For this exercise, reproduce each entry below exactly, excluding pictures.

------------------------------

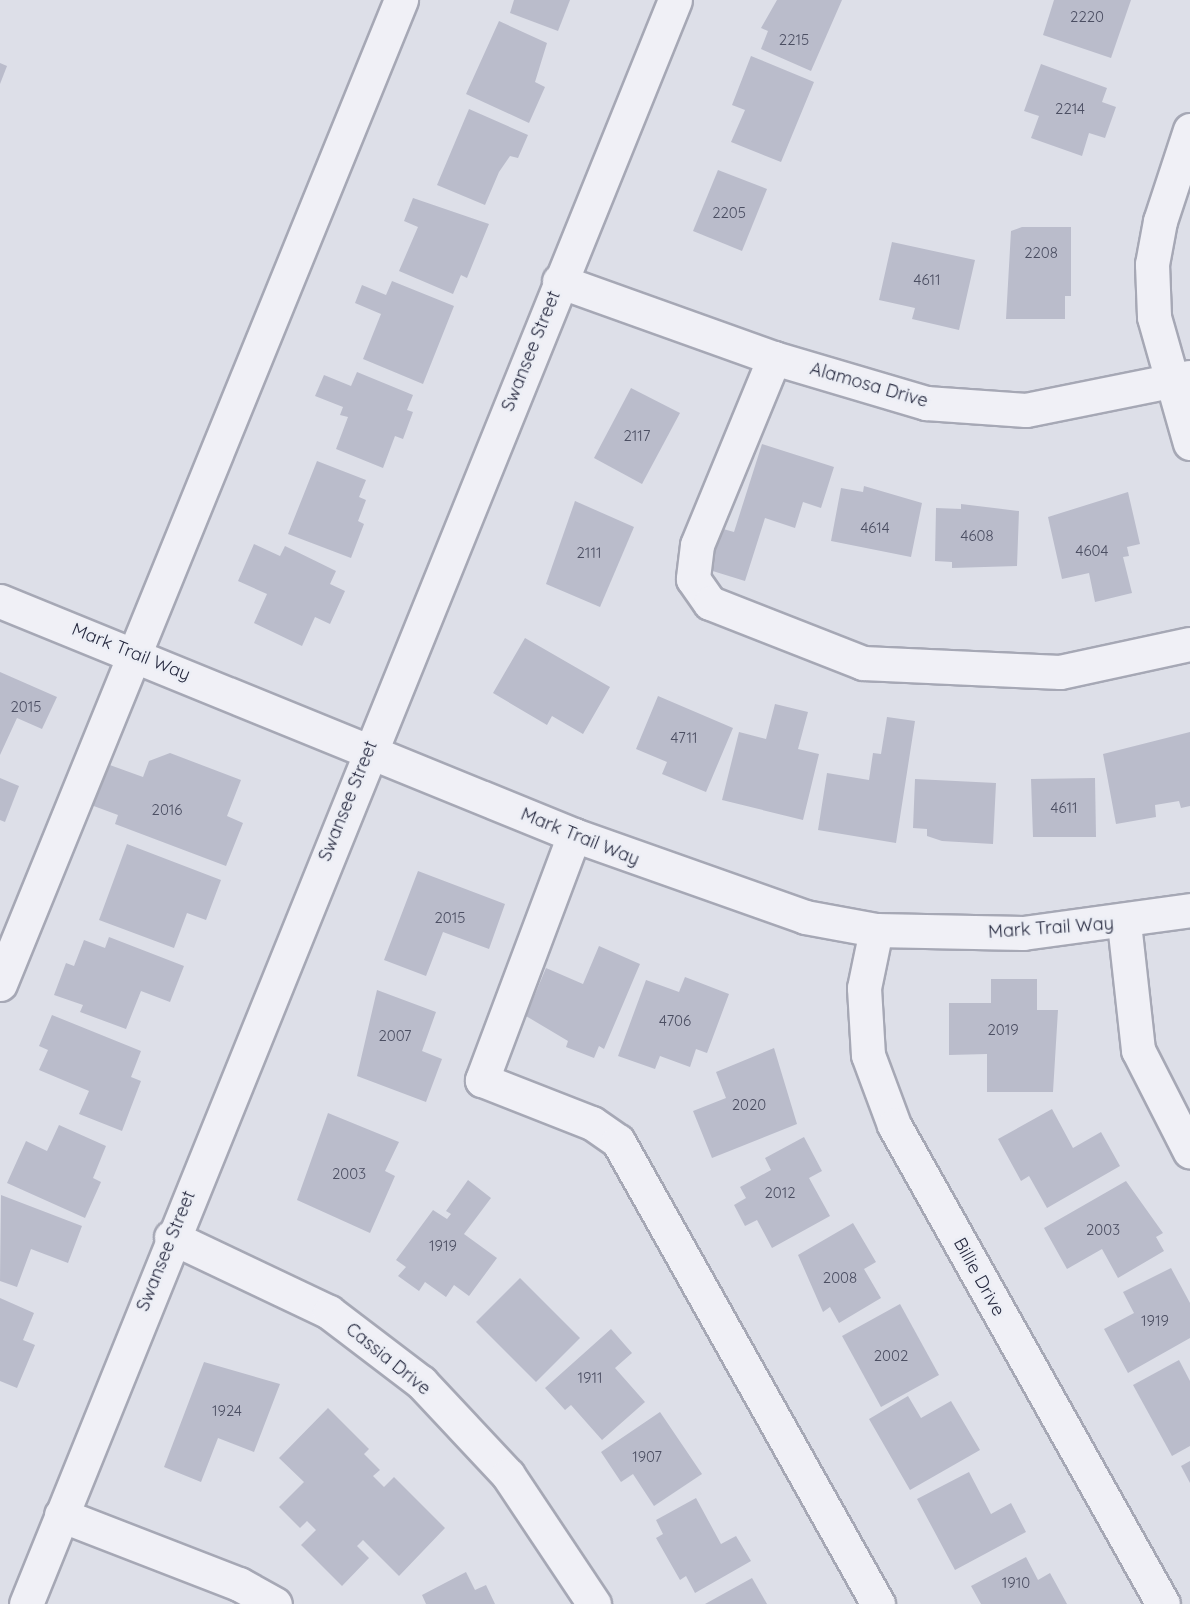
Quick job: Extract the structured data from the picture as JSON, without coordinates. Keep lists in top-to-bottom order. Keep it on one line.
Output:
{"streets":{"street":["Swansee Street","Alamosa Drive","Mark Trail Way","Billie Drive","Cassia Drive"]},"crossings":[["Swansee Street","Alamosa Drive"],["Swansee Street","Mark Trail Way"],["Swansee Street","Cassia Drive"],["Mark Trail Way","Billie Drive"]],"house_numbers":["2220","2215","2214","2205","2208","4611","2117","4614","4608","4604","2111","2015","4711","4611","2016","2015","4706","2019","2007","2020","2003","2012","2003","1919","2008","1919","2002","1911","1924","1907","1910"]}
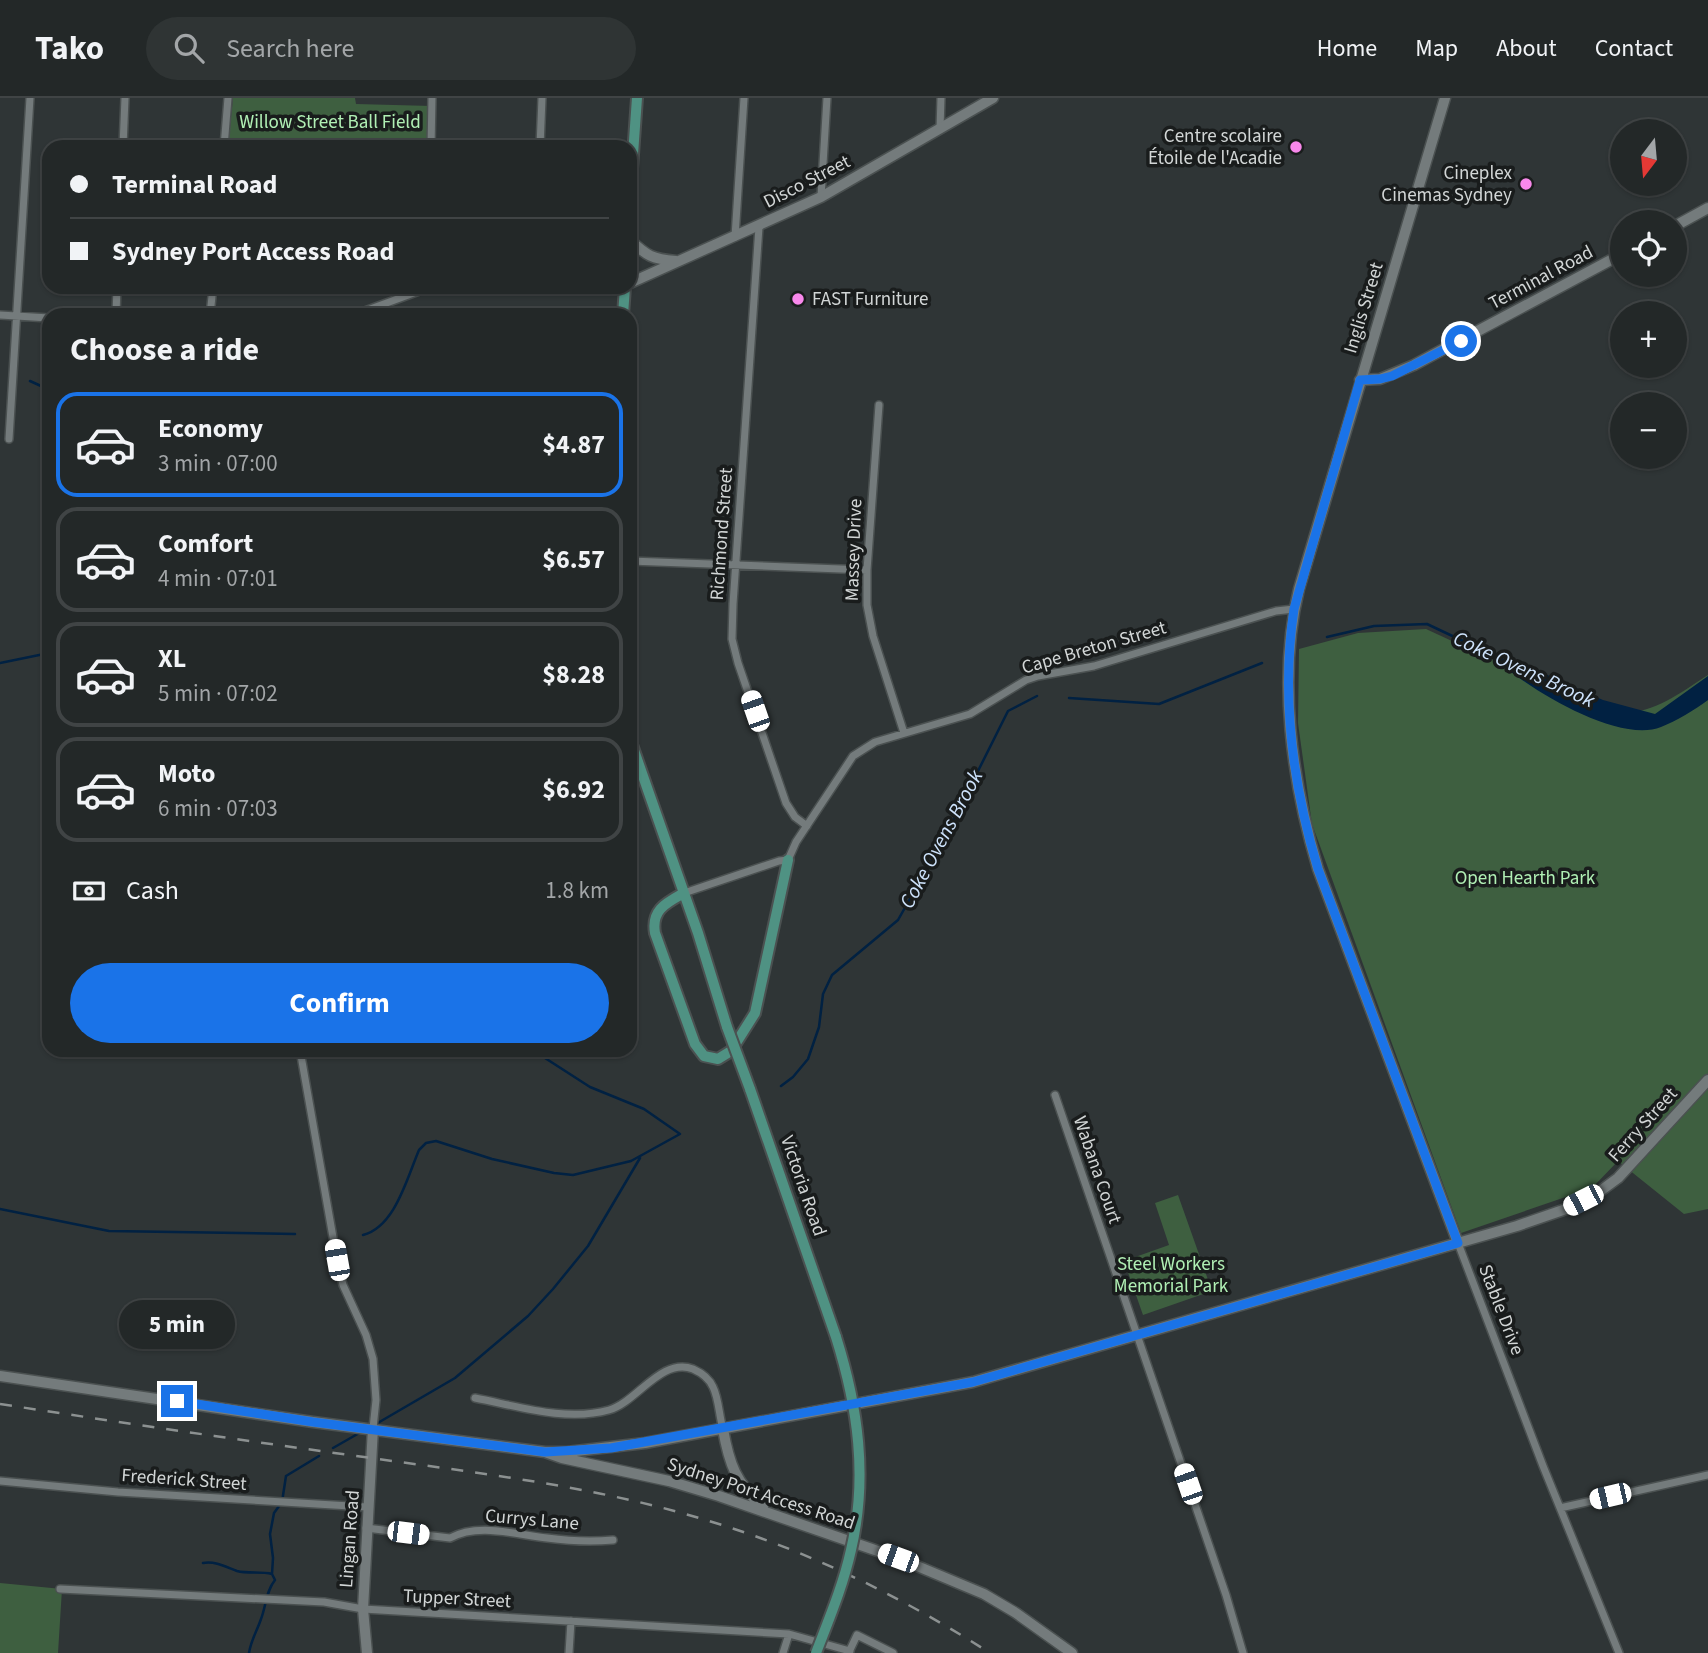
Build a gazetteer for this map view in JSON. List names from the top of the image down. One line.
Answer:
{"streets":{"main road":["Victoria Road"],"street":["Disco Street","Terminal Road","Inglis Street","Richmond Street","Massey Drive","Cape Breton Street","Ferry Street","Wabana Court","Stable Drive","Frederick Street","Sydney Port Access Road","Currys Lane","Lingan Road","Tupper Street"]},"crossings":[["Disco Street","Richmond Street"],["Terminal Road","Inglis Street"],["Inglis Street","Cape Breton Street"],["Inglis Street","Stable Drive"],["Richmond Street","Cape Breton Street"],["Massey Drive","Cape Breton Street"],["Cape Breton Street","Stable Drive"],["Ferry Street","Wabana Court"],["Ferry Street","Stable Drive"],["Ferry Street","Sydney Port Access Road"],["Frederick Street","Lingan Road"],["Sydney Port Access Road","Lingan Road"],["Currys Lane","Lingan Road"],["Lingan Road","Tupper Street"]],"water":["Coke Ovens Brook"],"parks":["Willow Street Ball Field","Open Hearth Park","Steel Workers Memorial Park"],"places":["Centre scolaire Étoile de l'Acadie","Cineplex Cinemas Sydney","FAST Furniture"],"north":"bottom","page":{"header":"Tako","search":"Search here","nav":["Home","Map","About","Contact"],"map_buttons":["+","−"],"banner":["Terminal Road","Sydney Port Access Road"],"heading":"Choose a ride","list":[{"name":"Economy","note":"3 min · 07:00","value":"$4.87"},{"name":"Comfort","note":"4 min · 07:01","value":"$6.57"},{"name":"XL","note":"5 min · 07:02","value":"$8.28"},{"name":"Moto","note":"6 min · 07:03","value":"$6.92"}],"pay":["Cash","1.8 km"],"buttons":"Confirm","bubble":"5 min"}}
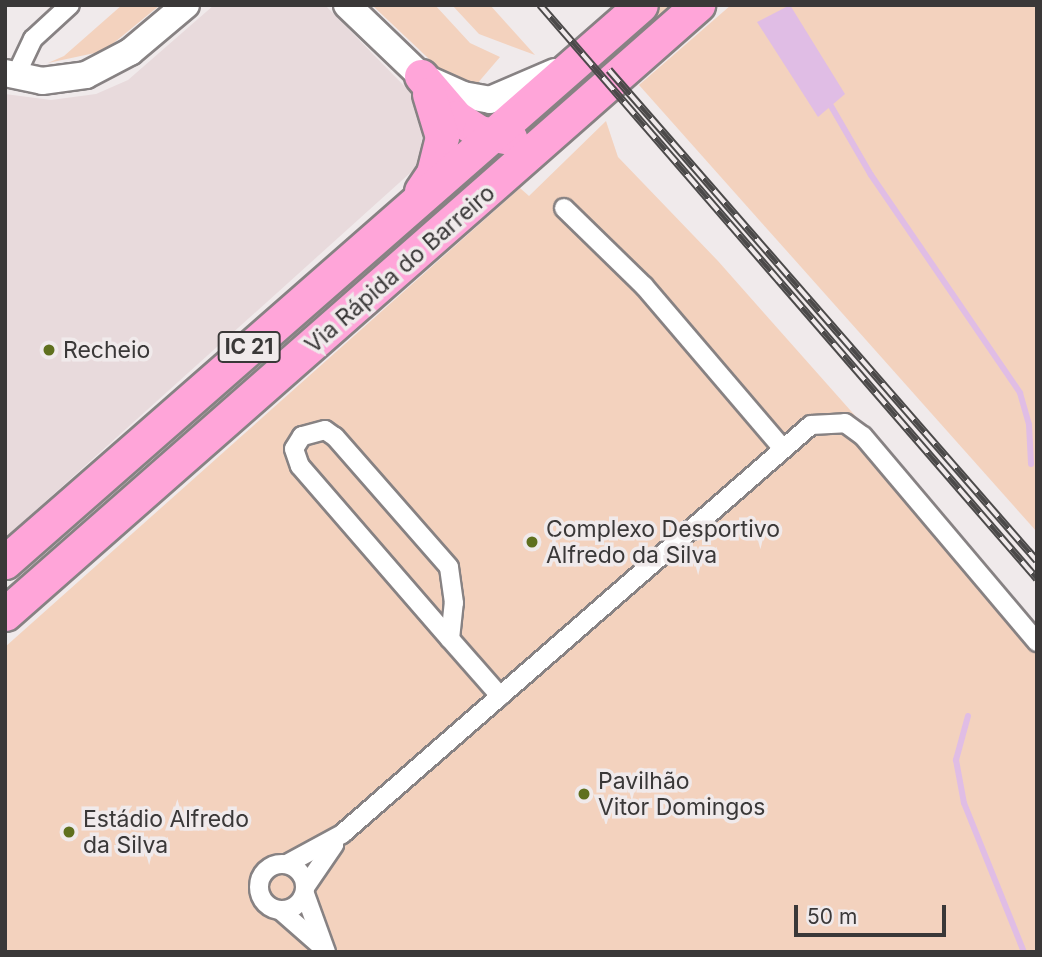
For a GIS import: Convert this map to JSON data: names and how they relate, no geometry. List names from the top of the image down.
{
  "streets": {
    "highway": ["Via Rápida do Barreiro", "IC 21"]
  },
  "places": [
    "Recheio",
    "Complexo Desportivo Alfredo da Silva",
    "Pavilhão Vitor Domingos",
    "Estádio Alfredo da Silva"
  ],
  "scale_bar": "50 m"
}
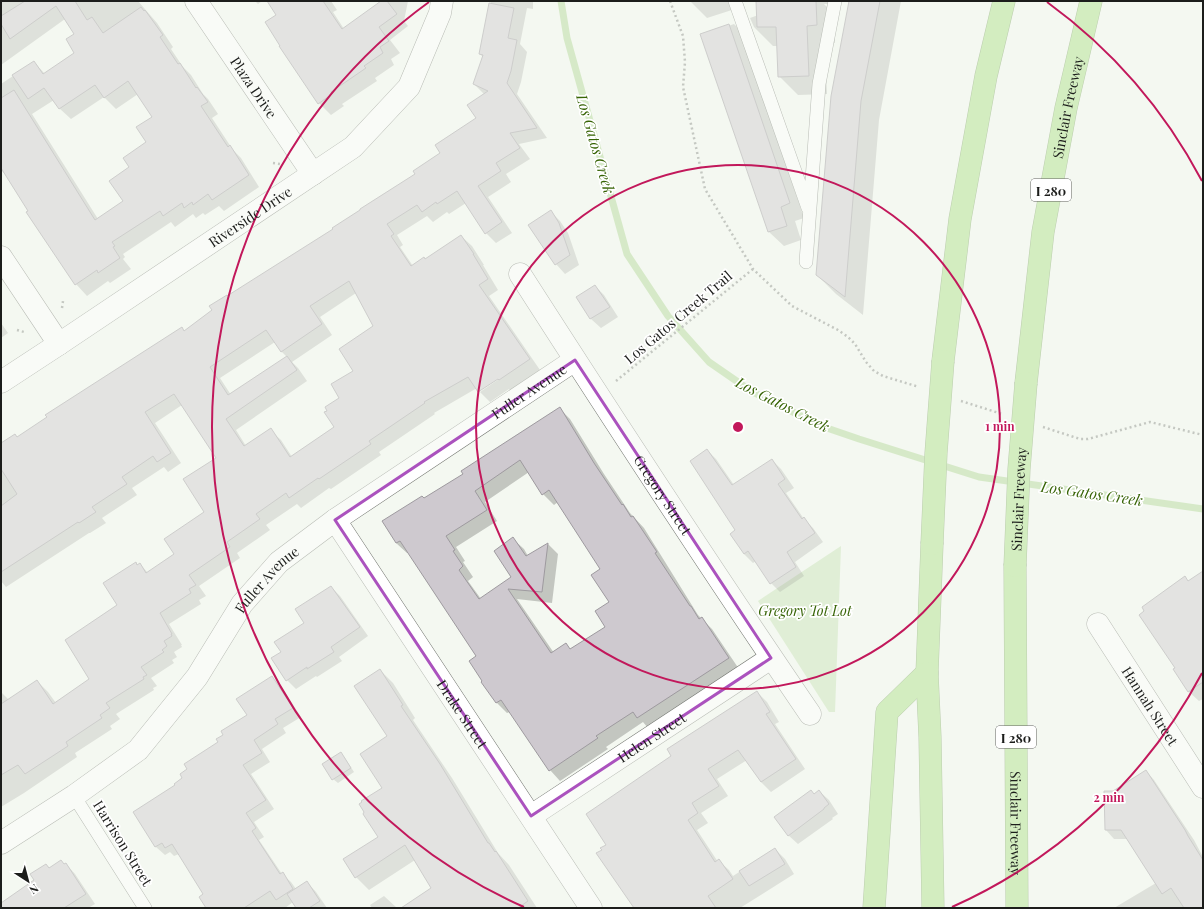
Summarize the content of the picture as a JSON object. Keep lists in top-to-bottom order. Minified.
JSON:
{"streets":{"highway":["Sinclair Freeway","I 280"],"street":["Plaza Drive","Riverside Drive","Fuller Avenue","Gregory Street","Hannah Street","Drake Street","Helen Street"],"lane":["Harrison Street"],"path":["Los Gatos Creek Trail"]},"crossings":[["Plaza Drive","Riverside Drive"],["Fuller Avenue","Gregory Street"],["Fuller Avenue","Drake Street"],["Fuller Avenue","Harrison Street"],["Gregory Street","Helen Street"],["Drake Street","Helen Street"]],"water":["Los Gatos Creek"],"parks":["Gregory Tot Lot"],"north":"bottom right","rings":["1 min","2 min"]}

------------------------------

**Answer for the task**
Quick job: Extract the structured data from the picture as JSON, without coordinates. Keep lists in top-to-bottom order. Keep it on one line.
Output:
{"streets":{"street":["Swansee Street","Alamosa Drive","Mark Trail Way","Billie Drive","Cassia Drive"]},"crossings":[["Swansee Street","Alamosa Drive"],["Swansee Street","Mark Trail Way"],["Swansee Street","Cassia Drive"],["Mark Trail Way","Billie Drive"]],"house_numbers":["2220","2215","2214","2205","2208","4611","2117","4614","4608","4604","2111","2015","4711","4611","2016","2015","4706","2019","2007","2020","2003","2012","2003","1919","2008","1919","2002","1911","1924","1907","1910"]}
Build a gazetteer for this map view in JSON. List names from the top of the image down. One line.
Answer:
{"streets":{"main road":["Victoria Road"],"street":["Disco Street","Terminal Road","Inglis Street","Richmond Street","Massey Drive","Cape Breton Street","Ferry Street","Wabana Court","Stable Drive","Frederick Street","Sydney Port Access Road","Currys Lane","Lingan Road","Tupper Street"]},"crossings":[["Disco Street","Richmond Street"],["Terminal Road","Inglis Street"],["Inglis Street","Cape Breton Street"],["Inglis Street","Stable Drive"],["Richmond Street","Cape Breton Street"],["Massey Drive","Cape Breton Street"],["Cape Breton Street","Stable Drive"],["Ferry Street","Wabana Court"],["Ferry Street","Stable Drive"],["Ferry Street","Sydney Port Access Road"],["Frederick Street","Lingan Road"],["Sydney Port Access Road","Lingan Road"],["Currys Lane","Lingan Road"],["Lingan Road","Tupper Street"]],"water":["Coke Ovens Brook"],"parks":["Willow Street Ball Field","Open Hearth Park","Steel Workers Memorial Park"],"places":["Centre scolaire Étoile de l'Acadie","Cineplex Cinemas Sydney","FAST Furniture"],"north":"bottom","page":{"header":"Tako","search":"Search here","nav":["Home","Map","About","Contact"],"map_buttons":["+","−"],"banner":["Terminal Road","Sydney Port Access Road"],"heading":"Choose a ride","list":[{"name":"Economy","note":"3 min · 07:00","value":"$4.87"},{"name":"Comfort","note":"4 min · 07:01","value":"$6.57"},{"name":"XL","note":"5 min · 07:02","value":"$8.28"},{"name":"Moto","note":"6 min · 07:03","value":"$6.92"}],"pay":["Cash","1.8 km"],"buttons":"Confirm","bubble":"5 min"}}
For a GIS import: Convert this map to JSON data: names and how they relate, no geometry. List names from the top of the image down.
{
  "streets": {
    "highway": ["Via Rápida do Barreiro", "IC 21"]
  },
  "places": [
    "Recheio",
    "Complexo Desportivo Alfredo da Silva",
    "Pavilhão Vitor Domingos",
    "Estádio Alfredo da Silva"
  ],
  "scale_bar": "50 m"
}
Summarize the content of the picture as a JSON object. Keep lists in top-to-bottom order. Minified.
JSON:
{"streets":{"highway":["Sinclair Freeway","I 280"],"street":["Plaza Drive","Riverside Drive","Fuller Avenue","Gregory Street","Hannah Street","Drake Street","Helen Street"],"lane":["Harrison Street"],"path":["Los Gatos Creek Trail"]},"crossings":[["Plaza Drive","Riverside Drive"],["Fuller Avenue","Gregory Street"],["Fuller Avenue","Drake Street"],["Fuller Avenue","Harrison Street"],["Gregory Street","Helen Street"],["Drake Street","Helen Street"]],"water":["Los Gatos Creek"],"parks":["Gregory Tot Lot"],"north":"bottom right","rings":["1 min","2 min"]}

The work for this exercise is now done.